Alternatively, the formulation may be free of chemical or biological adjuvants. The ultrasound energy itself stimulates the response of immune cells, as described below. Therefore, ultrasound-based delivery of the antigen may produce a sufficient immune reaction to the antigen, and the methods may obviate the need for more complicated, adjuvant-based formulations.
The formulation may contain a marker that can be used to evaluate the efficiency of delivery of the antigen to the mucosal tissue. Any marker that provides a measurable signal can be used. The signal may a visual signal. For example, the marker may be fluorescent, luminescent, or phosphorescent.

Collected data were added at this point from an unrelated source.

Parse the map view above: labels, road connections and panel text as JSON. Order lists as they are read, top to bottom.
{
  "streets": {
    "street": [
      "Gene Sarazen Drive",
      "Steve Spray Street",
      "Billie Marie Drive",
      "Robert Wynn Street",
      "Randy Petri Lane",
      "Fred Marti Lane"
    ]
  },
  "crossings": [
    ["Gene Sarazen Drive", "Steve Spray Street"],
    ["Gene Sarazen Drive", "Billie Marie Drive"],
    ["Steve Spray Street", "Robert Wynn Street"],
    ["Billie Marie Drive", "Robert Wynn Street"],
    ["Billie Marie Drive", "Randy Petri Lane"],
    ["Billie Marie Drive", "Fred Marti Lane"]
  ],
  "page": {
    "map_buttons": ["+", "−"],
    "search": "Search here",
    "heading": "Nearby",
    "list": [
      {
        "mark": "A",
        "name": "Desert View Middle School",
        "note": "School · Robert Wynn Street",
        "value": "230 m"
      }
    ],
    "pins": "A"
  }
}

In certain embodiments of the invention, methods include ultrasound-based delivery of immunotherapeutic agents to mucosal tissue. The principles of the process are the same as described above in relation to antigen delivery, but the cargo includes agents that provide therapeutic benefit. Immunotherapeutic agents include agents derived from or based on immunoglobulin molecules, such as antibodies. An antibody may be a full-length antibody, a fragment of an antibody, a naturally occurring antibody, a synthetic antibody, an engineered antibody, a full-length affibody, a fragment of an affibody, a full-length affilin, a fragment of an affilin, a full-length anticalin, a fragment of an anticalin, a full-length avimer, a fragment of an avimer, a full-length DARPin, a fragment of a DARPin, a full-length fynomer, a fragment of a fynomer, a full-length kunitz domain peptide, a fragment of a kunitz domain peptide, a full-length monobody, a fragment of a monobody, a peptide, a polyaminoacid, or the like.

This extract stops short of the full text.